TASK GOAL: Bring together all lines from the listing below that contain the string "Herkenrath".

GIVEN ENTRIES:
--------------------------------

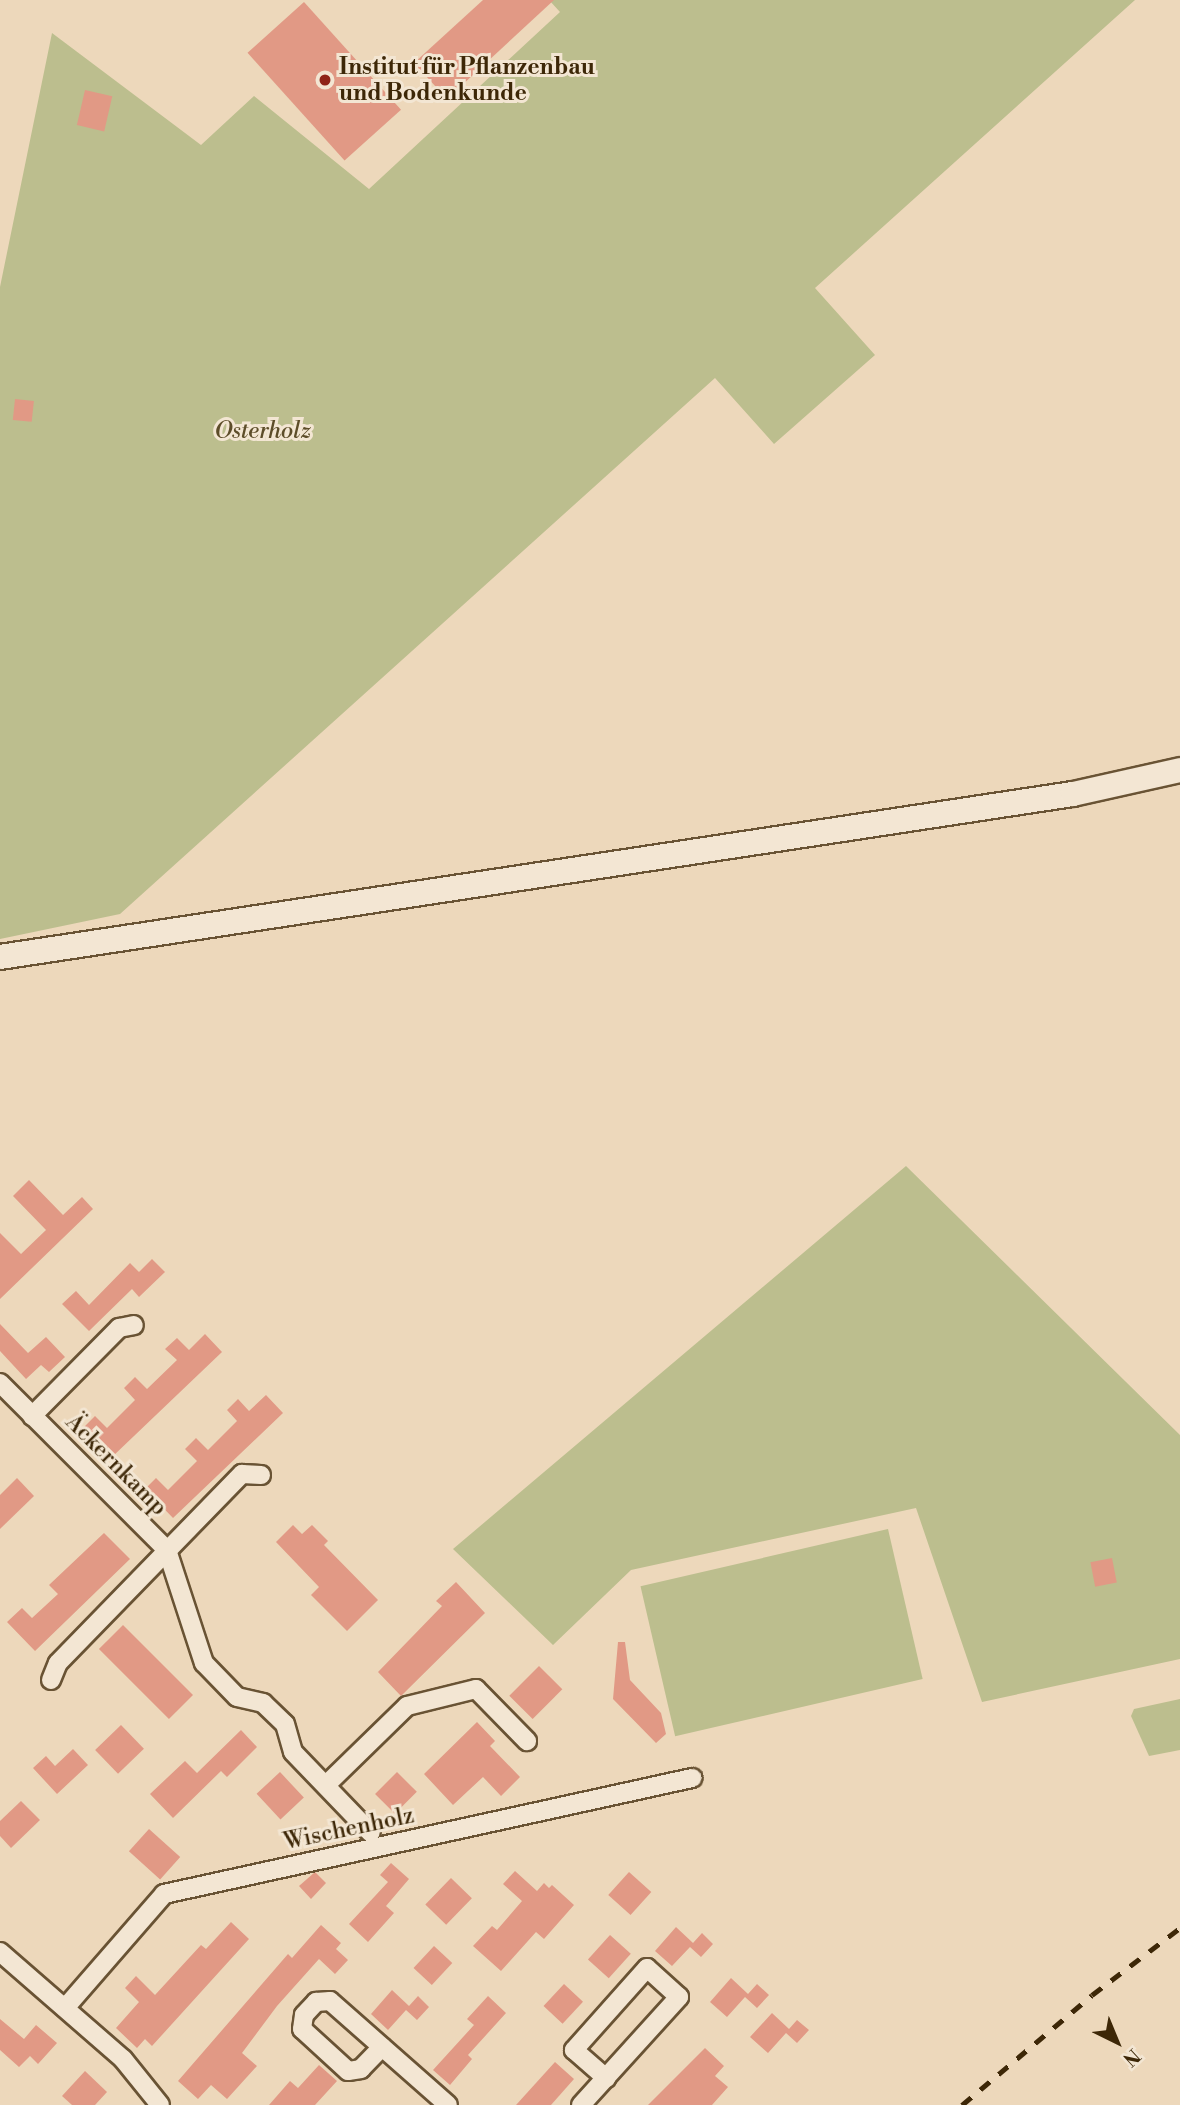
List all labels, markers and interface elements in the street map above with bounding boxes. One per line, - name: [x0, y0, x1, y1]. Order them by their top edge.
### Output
- place label: Institut für Pflanzenbau und Bodenkunde: [339, 53, 595, 107]
- marker: Institut für Pflanzenbau und Bodenkunde: [317, 72, 333, 88]
- park label: Osterholz: [215, 417, 311, 445]
- street label: Äckernkamp: [60, 1409, 172, 1521]
- street label: Wischenholz: [281, 1802, 417, 1856]
- north arrow: [1082, 2007, 1152, 2077]
- text: N: [1118, 2043, 1145, 2071]

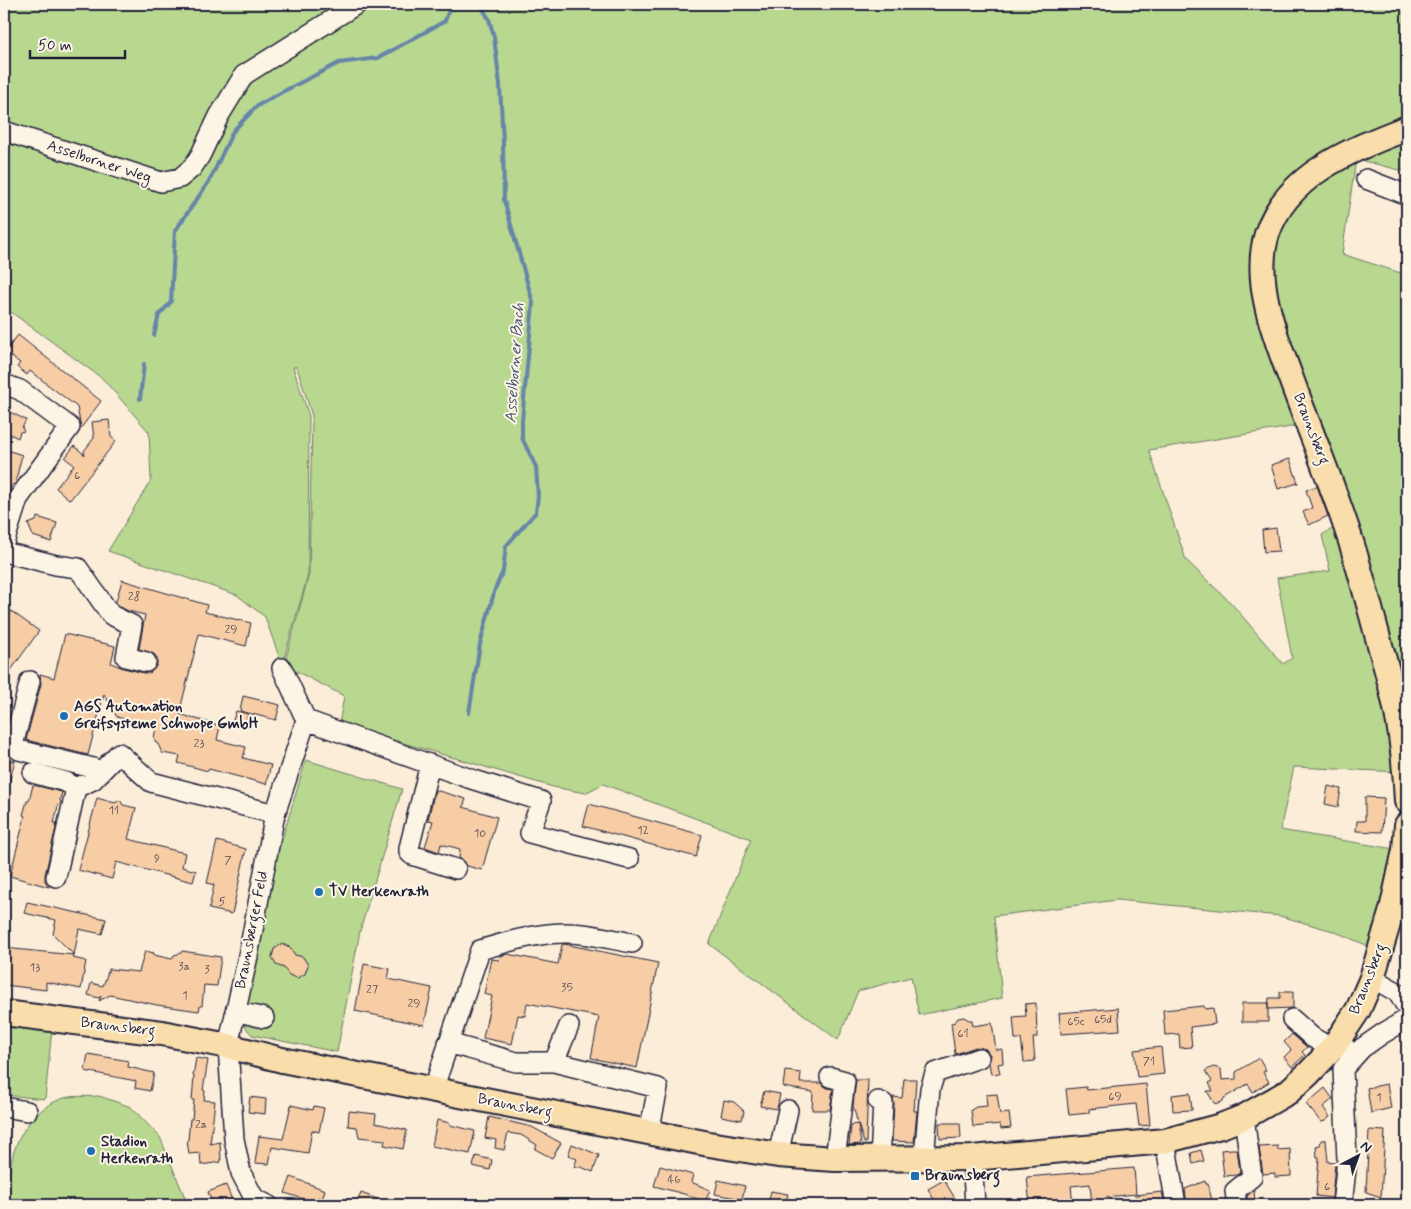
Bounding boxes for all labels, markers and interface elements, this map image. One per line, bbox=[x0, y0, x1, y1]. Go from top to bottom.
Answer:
scale bar bbox=[30, 28, 125, 60]
text: 50 m bbox=[38, 36, 72, 56]
street label: Asselborner Weg bbox=[44, 136, 154, 189]
water label: Asselborner Bach bbox=[500, 302, 530, 424]
street label: Braunsberg bbox=[1287, 390, 1334, 468]
house number: 6 bbox=[74, 468, 80, 484]
house number: 28 bbox=[128, 589, 140, 605]
house number: 29 bbox=[224, 622, 238, 638]
place label: AGS Automation Greifsysteme Schwope GmbH bbox=[74, 697, 258, 734]
marker: AGS Automation Greifsysteme Schwope GmbH bbox=[58, 710, 70, 722]
house number: 23 bbox=[194, 736, 204, 752]
house number: 11 bbox=[109, 803, 119, 819]
house number: 12 bbox=[637, 823, 649, 839]
house number: 10 bbox=[474, 826, 486, 842]
house number: 9 bbox=[154, 851, 160, 867]
house number: 7 bbox=[224, 853, 232, 869]
street label: Braunsberger Feld bbox=[231, 869, 274, 991]
place label: TV Herkenrath bbox=[329, 882, 429, 902]
marker: TV Herkenrath bbox=[313, 886, 325, 898]
house number: 5 bbox=[218, 894, 226, 910]
street label: Braunsberg bbox=[1345, 940, 1392, 1018]
house number: 3a bbox=[178, 959, 190, 975]
house number: 13 bbox=[30, 960, 40, 976]
house number: 3 bbox=[204, 962, 210, 978]
house number: 35 bbox=[561, 980, 573, 996]
house number: 27 bbox=[366, 982, 378, 998]
house number: 1 bbox=[182, 988, 188, 1004]
house number: 29 bbox=[407, 996, 421, 1012]
street label: Braunsberg bbox=[79, 1012, 157, 1042]
house number: 65d bbox=[1094, 1012, 1112, 1028]
house number: 65c bbox=[1067, 1014, 1085, 1030]
house number: 61 bbox=[957, 1026, 969, 1042]
house number: 71 bbox=[1143, 1054, 1155, 1070]
street label: Braunsberg bbox=[476, 1089, 554, 1124]
house number: 69 bbox=[1108, 1089, 1122, 1105]
house number: 1 bbox=[1376, 1090, 1382, 1106]
house number: 2a bbox=[195, 1117, 207, 1133]
place label: Stadion Herkenrath bbox=[101, 1132, 174, 1169]
north arrow bbox=[1334, 1132, 1384, 1182]
text: N bbox=[1356, 1137, 1375, 1157]
marker: Stadion Herkenrath bbox=[85, 1145, 97, 1157]
place label: Braunsberg bbox=[925, 1166, 1000, 1188]
marker: Braunsberg bbox=[909, 1170, 921, 1182]
house number: 46 bbox=[667, 1172, 681, 1188]
house number: 6 bbox=[1324, 1179, 1330, 1195]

--------------------------------

SOLUTION:
place label: TV Herkenrath bbox=[329, 882, 429, 902]
marker: TV Herkenrath bbox=[313, 886, 325, 898]
place label: Stadion Herkenrath bbox=[101, 1132, 174, 1169]
marker: Stadion Herkenrath bbox=[85, 1145, 97, 1157]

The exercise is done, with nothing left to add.